An excursion in evaluation of binary analysis tools

As outlined in a previous blog post, there are multiple tools for binary and source analysis. They are crafted with slightly different motivations and considerations by their respective developers and thus it is not trivial or well-defined to generally evaluate them against each other.

If we really want a comparative evaluation though, to have a meaningful one we need to identify a feature supported by all the tools under consideration, and generating callgraph is a baseline feature all tools support, and the idea is simple: the tool would analyze the code (be it binary or source code) and identify the functions and if a function foo can call bar, make an edge foo->bar in the callgraph.

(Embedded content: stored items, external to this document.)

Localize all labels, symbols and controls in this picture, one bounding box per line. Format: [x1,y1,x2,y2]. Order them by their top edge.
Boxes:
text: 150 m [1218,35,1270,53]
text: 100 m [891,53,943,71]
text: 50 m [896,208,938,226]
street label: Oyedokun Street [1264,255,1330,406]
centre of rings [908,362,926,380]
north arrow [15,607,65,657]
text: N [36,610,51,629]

The test program which I used to test, was just defining a bunch of functions which call each other. The main was empty, but it suffices as all it matters is the callgraph which is about how these defined functions call each other. And to then make that structured I generated hybercubes with them: for an N-hypercube, for 0 to 2^N - 1 name the functions as: name i = “f”+[binary representation of i] so for i = 2 we have f00, f01, f10, f11. Now treat each binary representation as coordinates in an N-dimensional space, each function would correspond to a vertex of a hypercube, for 2d its a regular square, and for 3d a (normal)cube. How are the vertices connected? Each two points are connected if their Hamming distance is 1 (i.e. they differ in only one coordinate).

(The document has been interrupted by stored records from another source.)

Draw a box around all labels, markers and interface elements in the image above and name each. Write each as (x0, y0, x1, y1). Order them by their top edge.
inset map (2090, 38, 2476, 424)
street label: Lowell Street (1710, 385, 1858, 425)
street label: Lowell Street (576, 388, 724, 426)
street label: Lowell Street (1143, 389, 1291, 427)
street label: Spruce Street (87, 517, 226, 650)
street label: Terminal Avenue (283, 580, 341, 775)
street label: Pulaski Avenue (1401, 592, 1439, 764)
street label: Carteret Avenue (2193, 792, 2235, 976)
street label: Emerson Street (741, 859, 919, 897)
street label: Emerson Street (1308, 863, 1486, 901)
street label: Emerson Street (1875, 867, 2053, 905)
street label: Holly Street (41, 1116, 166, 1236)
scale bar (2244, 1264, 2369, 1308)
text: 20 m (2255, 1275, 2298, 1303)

FIG1. 10 dimensional graph, rendered using GraphStream

Hypercubes admit nice symmetries and are aesthetically pleasing but there is a downside: for our test we want to cover programs of different sizes, and we would fancy a way to cover different sizes as we want. With hypercubes we do not have a gauge, notice that ‘size’ here, would be the number of edges, and for a N-cube it is N^3, so we can get only programs of sizes 1, 8, 27, 64, … and so not only we are not making programs of arbitrary size but also the sizes aren’t even uniform, and the distance between possible program sizes diverge as N increases. The title image is a glimpse of one of the callgraphs generated by bap. It is very easy with bap:

$bap executable -dcfg >

Due to the symmetry of the hypercubes, it is very efficient to test the resulting callgraphs: if we have the correct number of edges, and each edge is between functions at Hamming distance 1, the callgraph is correct. But to have a better tunable measure for performance I generated programs using another model: a (n,p) program is a program with n functions, and for each function there is a probability p that it calls any other function => the expected number of edges is NN\P. Now we have two parameters to tune the size.

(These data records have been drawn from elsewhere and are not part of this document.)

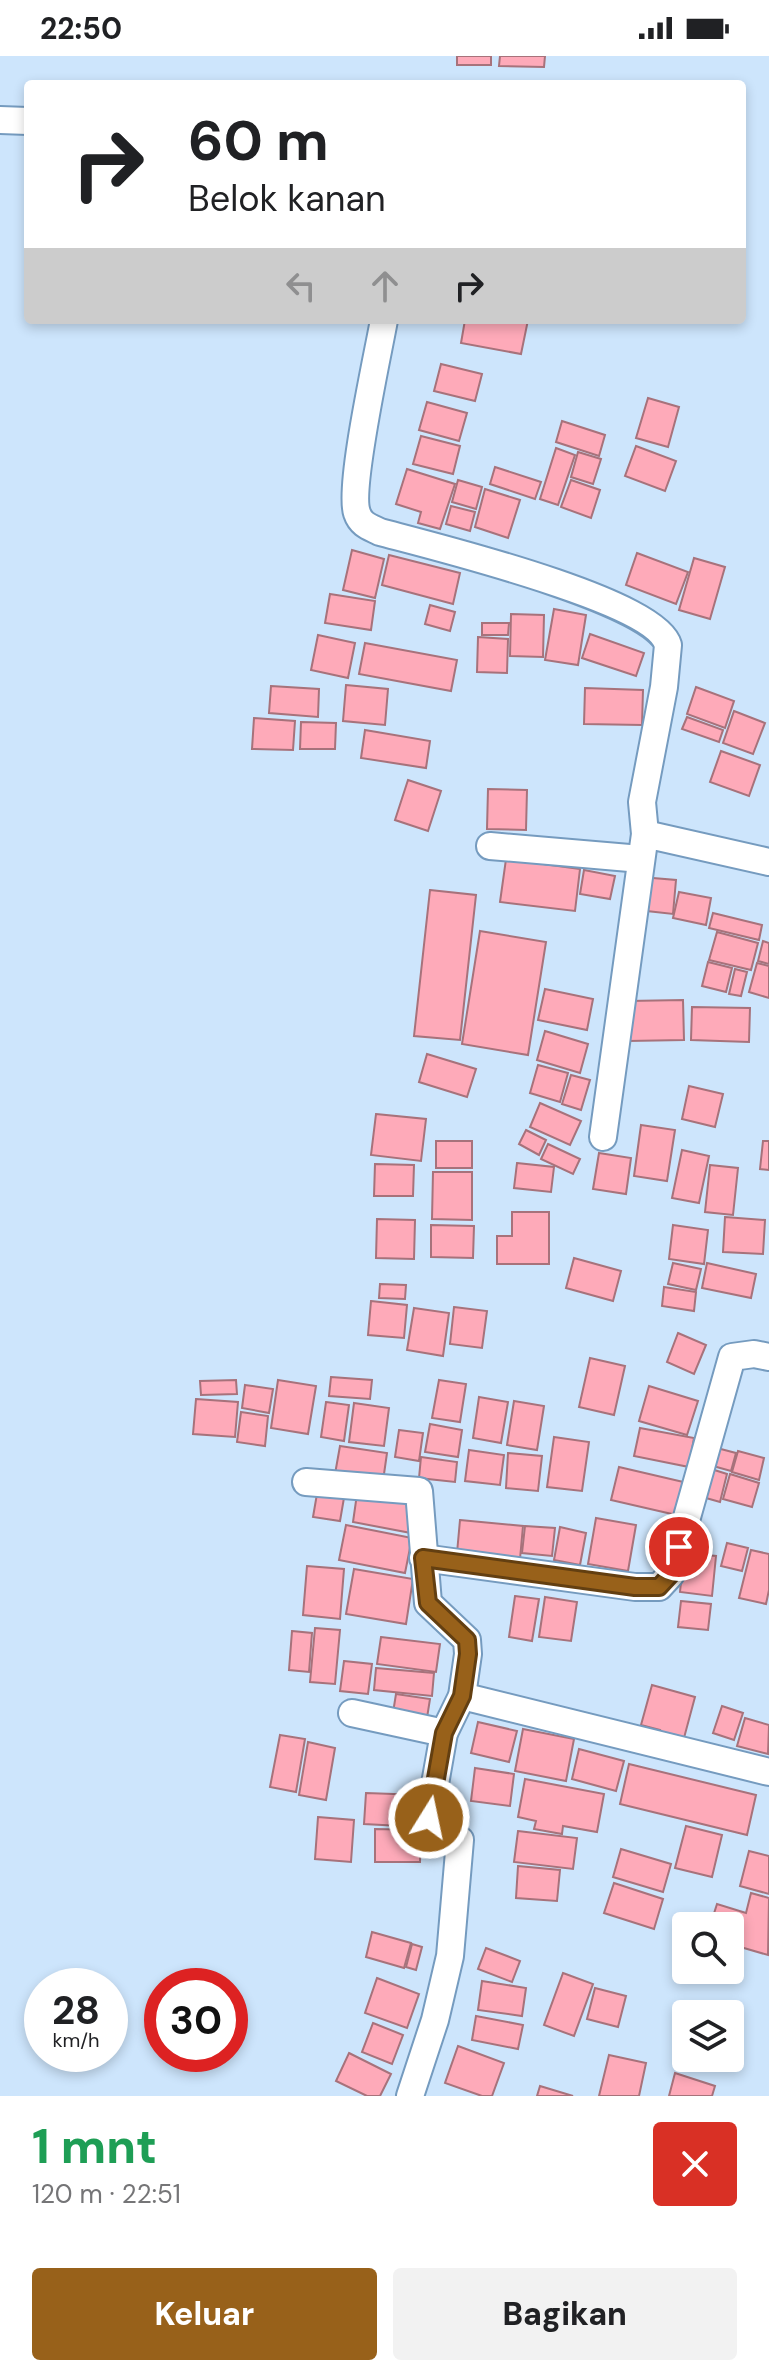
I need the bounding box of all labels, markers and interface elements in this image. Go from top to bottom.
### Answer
text: 22:50 [40,9,122,48]
text: 60 m [188,104,329,177]
icon: right [56,112,160,216]
text: Belok kanan [188,175,386,222]
icon: left [279,264,323,308]
icon: ahead [363,264,407,308]
icon: right [447,264,491,308]
pin [645,1513,713,1581]
icon: arrive [657,1525,701,1569]
position arrow [387,1776,471,1860]
map controls [672,1912,744,2072]
button: search [672,1912,744,1984]
speed limit sign: 30 [144,1968,248,2072]
text: 28 [52,1984,100,2036]
button: layers [672,2000,744,2072]
text: km/h [52,2027,100,2053]
text: 1 mnt [32,2115,157,2178]
button: close [653,2122,737,2206]
text: 120 m · 22:51 [32,2177,181,2211]
button: Keluar [32,2268,377,2360]
button: Bagikan [393,2268,737,2360]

One measure of performance then would be the time it takes for a tool to make the callgraph. But time, is variable. We can take a number of trials and average over them to get a more stable measure, but still from system to system it would differ and also it depends at the state of the system at runtime. Valgrind is a tool which lets you profile machine instructions: the number of instructions does not depend on runtime, and much less on the system as for the same architecture, the same compiler would generate the same machine code.

FIG2. Radare2 takes linear instruction (/time) to find callgraph

FIG3. Radare2 vs BAP (Yellow), x: edge size | y: instuction count

For Radare2, as shown in FIG2, which is a plot of [y: number of edges - x: number of instructions] the number instructions (which roughly is itself, linearly related to time) increases linearly with the number of edges (each edge, is a function call, inside the body of another function) so it seems that the underlying implementation of Radare2 is O(N) -where N is the number of calls/edges-.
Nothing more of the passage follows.